• Task instructions
This exercise asks for a copy of each line in the records below with the word "canvas" in it.

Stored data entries
● ● ● ● ● ● ●

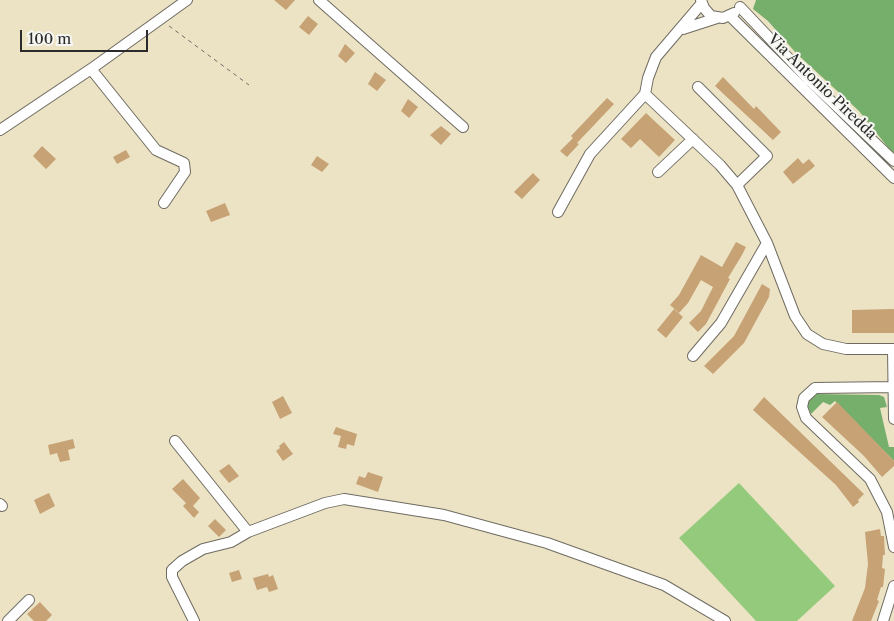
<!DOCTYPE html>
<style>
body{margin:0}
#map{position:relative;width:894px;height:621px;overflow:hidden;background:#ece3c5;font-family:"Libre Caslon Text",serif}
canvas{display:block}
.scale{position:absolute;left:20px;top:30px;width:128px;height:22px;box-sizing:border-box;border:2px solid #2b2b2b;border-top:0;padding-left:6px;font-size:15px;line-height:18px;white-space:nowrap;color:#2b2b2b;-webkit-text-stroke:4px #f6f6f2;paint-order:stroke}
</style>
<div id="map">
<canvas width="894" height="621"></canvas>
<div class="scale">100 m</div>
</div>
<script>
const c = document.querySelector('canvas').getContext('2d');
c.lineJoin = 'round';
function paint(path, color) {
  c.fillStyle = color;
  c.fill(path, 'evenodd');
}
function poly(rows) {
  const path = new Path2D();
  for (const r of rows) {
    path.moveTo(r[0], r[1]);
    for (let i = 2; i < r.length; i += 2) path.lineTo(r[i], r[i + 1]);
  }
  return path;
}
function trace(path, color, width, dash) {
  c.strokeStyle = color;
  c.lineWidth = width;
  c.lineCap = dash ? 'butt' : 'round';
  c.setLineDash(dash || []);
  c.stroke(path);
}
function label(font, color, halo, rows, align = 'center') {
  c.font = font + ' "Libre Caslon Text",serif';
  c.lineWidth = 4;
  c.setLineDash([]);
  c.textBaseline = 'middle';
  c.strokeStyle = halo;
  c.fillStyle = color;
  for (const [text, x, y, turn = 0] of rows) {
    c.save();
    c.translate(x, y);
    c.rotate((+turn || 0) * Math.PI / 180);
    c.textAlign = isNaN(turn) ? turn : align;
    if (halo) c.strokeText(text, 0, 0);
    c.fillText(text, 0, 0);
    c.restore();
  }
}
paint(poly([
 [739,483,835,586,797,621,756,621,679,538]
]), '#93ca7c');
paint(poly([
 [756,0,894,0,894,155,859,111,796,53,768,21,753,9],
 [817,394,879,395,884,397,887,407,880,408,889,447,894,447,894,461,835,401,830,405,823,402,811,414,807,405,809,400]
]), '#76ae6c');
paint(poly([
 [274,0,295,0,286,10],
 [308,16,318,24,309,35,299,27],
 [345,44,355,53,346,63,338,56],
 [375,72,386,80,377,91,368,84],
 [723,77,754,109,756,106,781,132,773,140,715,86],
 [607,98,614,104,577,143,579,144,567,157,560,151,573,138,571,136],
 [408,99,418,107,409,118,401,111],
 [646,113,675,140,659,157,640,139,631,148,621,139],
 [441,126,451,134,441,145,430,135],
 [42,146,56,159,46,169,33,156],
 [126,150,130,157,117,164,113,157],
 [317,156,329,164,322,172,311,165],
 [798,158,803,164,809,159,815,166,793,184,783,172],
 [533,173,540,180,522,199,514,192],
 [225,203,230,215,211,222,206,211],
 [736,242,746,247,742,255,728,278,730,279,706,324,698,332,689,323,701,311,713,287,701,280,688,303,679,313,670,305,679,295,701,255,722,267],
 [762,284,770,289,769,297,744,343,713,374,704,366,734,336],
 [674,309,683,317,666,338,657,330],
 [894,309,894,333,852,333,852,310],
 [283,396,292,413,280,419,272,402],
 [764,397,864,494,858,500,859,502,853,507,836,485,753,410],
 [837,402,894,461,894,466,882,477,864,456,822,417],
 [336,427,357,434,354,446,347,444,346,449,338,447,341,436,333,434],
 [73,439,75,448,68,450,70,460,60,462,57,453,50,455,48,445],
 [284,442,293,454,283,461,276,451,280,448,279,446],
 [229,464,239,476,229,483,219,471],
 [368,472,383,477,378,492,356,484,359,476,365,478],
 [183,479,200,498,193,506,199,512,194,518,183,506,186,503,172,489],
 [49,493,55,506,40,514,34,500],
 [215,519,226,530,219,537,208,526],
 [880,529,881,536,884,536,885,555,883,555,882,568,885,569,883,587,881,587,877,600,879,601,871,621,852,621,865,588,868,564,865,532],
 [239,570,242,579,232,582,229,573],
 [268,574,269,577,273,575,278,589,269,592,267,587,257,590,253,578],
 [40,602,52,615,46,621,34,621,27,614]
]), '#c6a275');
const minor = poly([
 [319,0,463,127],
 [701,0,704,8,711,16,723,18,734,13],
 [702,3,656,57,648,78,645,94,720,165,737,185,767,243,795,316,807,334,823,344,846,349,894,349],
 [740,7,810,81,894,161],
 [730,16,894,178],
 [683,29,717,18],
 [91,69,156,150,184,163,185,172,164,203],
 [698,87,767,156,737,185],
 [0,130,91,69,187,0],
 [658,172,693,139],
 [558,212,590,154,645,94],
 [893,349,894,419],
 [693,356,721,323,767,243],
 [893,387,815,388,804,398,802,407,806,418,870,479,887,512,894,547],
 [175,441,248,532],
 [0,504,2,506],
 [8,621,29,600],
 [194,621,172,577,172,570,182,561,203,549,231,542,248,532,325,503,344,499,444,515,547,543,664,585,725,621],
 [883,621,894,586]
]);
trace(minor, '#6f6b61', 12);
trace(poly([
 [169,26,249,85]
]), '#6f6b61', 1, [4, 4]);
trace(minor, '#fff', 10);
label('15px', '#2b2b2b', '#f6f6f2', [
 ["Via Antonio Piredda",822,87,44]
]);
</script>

● ● ● ● ● ● ●

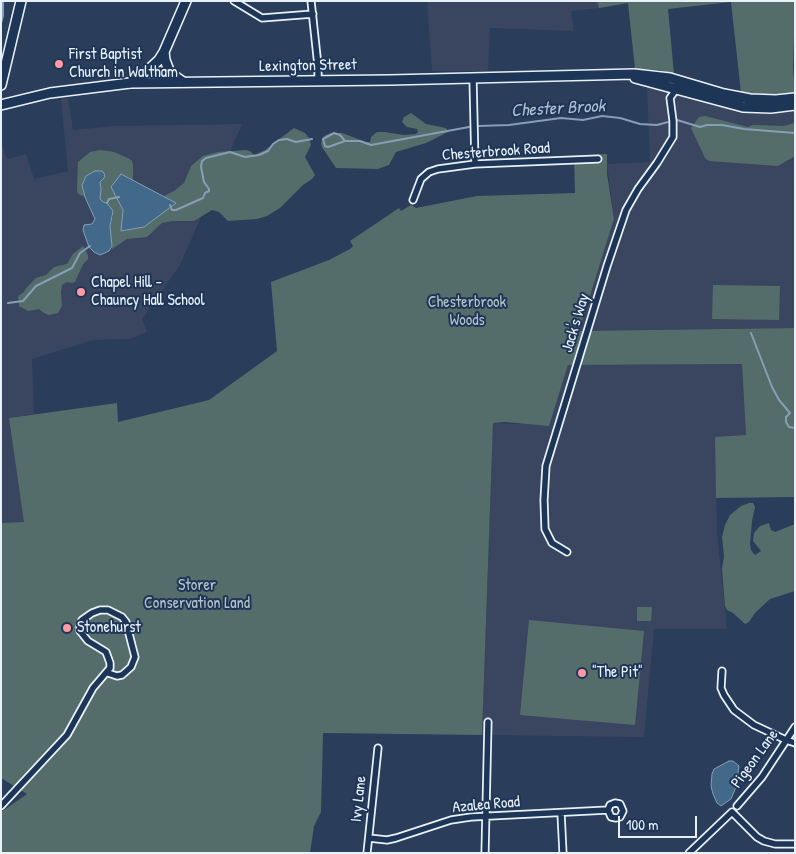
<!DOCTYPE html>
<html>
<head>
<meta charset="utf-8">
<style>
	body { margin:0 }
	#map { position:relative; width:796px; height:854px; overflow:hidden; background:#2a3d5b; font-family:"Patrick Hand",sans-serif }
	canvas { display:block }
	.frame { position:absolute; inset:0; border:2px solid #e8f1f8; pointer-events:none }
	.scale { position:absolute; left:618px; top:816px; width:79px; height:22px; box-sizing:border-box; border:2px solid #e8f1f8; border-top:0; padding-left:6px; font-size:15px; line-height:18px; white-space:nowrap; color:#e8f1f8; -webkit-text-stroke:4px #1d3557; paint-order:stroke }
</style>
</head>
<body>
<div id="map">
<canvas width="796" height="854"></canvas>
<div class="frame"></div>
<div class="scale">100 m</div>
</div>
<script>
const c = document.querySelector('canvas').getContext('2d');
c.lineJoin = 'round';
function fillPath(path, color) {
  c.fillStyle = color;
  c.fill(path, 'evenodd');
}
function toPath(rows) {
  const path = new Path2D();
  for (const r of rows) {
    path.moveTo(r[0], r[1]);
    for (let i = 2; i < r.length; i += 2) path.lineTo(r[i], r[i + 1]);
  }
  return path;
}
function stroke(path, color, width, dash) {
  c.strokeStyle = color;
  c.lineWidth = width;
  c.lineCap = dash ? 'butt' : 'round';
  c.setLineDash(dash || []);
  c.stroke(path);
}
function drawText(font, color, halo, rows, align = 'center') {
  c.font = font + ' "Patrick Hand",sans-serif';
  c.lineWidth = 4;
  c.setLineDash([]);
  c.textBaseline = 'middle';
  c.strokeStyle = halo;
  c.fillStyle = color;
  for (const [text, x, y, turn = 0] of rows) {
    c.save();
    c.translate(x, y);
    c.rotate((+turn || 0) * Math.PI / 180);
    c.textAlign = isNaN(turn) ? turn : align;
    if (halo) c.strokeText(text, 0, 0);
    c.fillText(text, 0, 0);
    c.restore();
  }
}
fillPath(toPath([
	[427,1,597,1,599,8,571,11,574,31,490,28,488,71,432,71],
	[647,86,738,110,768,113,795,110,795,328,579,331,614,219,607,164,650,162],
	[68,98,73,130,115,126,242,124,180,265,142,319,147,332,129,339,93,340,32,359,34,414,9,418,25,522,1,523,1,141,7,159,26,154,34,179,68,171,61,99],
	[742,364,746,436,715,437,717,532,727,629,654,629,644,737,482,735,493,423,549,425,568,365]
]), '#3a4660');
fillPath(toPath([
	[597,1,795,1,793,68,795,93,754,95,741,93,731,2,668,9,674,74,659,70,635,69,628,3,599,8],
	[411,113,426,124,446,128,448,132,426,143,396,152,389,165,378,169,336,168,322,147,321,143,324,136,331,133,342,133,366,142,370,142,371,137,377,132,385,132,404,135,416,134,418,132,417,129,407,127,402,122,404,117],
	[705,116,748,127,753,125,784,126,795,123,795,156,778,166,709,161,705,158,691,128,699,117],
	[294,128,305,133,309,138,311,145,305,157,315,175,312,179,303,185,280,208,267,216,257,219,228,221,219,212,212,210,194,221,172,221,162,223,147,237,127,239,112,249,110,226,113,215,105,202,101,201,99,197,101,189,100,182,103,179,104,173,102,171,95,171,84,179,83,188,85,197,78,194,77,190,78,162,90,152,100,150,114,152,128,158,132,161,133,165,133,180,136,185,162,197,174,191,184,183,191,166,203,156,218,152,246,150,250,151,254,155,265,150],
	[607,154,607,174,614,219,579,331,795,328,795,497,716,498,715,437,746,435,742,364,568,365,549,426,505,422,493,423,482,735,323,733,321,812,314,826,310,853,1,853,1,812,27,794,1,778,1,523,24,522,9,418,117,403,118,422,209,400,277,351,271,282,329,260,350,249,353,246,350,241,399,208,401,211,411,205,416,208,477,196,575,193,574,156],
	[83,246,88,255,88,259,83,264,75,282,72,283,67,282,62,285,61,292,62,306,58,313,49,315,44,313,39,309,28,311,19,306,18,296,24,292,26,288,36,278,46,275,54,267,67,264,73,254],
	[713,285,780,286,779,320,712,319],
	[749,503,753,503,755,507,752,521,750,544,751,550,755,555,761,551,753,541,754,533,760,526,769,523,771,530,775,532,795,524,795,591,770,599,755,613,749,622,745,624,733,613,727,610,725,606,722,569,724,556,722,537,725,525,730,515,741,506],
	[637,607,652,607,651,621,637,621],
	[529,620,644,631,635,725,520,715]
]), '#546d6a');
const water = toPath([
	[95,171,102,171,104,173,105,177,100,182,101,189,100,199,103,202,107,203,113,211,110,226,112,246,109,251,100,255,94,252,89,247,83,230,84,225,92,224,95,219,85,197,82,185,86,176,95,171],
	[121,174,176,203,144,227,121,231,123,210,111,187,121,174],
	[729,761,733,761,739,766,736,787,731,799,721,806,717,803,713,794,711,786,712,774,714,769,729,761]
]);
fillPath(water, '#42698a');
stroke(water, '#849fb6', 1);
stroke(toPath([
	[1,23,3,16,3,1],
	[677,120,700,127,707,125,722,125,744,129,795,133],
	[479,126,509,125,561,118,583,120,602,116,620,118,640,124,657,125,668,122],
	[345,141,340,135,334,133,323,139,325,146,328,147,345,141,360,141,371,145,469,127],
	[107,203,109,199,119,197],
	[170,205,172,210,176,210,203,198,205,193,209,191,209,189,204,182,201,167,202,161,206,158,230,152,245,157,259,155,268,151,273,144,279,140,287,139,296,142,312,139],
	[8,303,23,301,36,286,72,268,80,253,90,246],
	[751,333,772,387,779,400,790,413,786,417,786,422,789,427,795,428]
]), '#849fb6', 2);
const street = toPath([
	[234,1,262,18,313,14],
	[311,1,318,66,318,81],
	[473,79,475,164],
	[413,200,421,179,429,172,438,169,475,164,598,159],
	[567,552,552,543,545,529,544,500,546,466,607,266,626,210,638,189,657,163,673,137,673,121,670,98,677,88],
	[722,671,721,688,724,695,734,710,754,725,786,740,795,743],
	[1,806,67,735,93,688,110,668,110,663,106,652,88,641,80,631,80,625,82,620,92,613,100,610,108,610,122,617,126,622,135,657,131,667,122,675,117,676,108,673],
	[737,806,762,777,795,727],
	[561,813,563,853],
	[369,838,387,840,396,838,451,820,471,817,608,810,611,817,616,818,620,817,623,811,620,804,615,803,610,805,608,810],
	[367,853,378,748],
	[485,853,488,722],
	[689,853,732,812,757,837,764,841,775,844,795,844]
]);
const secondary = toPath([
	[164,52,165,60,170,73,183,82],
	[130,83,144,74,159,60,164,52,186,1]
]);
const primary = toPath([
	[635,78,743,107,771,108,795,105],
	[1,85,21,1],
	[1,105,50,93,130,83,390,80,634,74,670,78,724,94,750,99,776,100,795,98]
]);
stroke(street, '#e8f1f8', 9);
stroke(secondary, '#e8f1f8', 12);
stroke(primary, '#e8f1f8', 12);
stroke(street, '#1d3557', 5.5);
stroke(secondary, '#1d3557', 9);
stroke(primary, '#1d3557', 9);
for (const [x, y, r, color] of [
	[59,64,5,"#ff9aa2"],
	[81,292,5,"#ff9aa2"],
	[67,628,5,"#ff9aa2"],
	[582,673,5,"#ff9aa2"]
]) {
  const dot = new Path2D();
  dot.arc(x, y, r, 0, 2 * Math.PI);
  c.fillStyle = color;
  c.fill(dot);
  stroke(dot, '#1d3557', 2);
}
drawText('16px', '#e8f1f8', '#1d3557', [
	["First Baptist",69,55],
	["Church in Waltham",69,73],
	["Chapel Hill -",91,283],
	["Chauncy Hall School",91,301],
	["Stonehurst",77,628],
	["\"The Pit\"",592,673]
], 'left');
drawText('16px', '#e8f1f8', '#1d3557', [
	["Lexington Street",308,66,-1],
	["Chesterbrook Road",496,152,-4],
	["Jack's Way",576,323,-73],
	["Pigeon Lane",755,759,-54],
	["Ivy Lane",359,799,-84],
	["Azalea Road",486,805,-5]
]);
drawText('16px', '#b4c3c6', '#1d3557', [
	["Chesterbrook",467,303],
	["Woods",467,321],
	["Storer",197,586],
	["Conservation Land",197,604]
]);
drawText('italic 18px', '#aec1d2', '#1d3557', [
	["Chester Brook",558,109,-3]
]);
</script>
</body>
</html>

● ● ● ● ● ● ●

• Answer to this task
canvas{display:block}
<canvas width="894" height="621"></canvas>
const c = document.querySelector('canvas').getContext('2d');
	canvas { display:block }
<canvas width="796" height="854"></canvas>
const c = document.querySelector('canvas').getContext('2d');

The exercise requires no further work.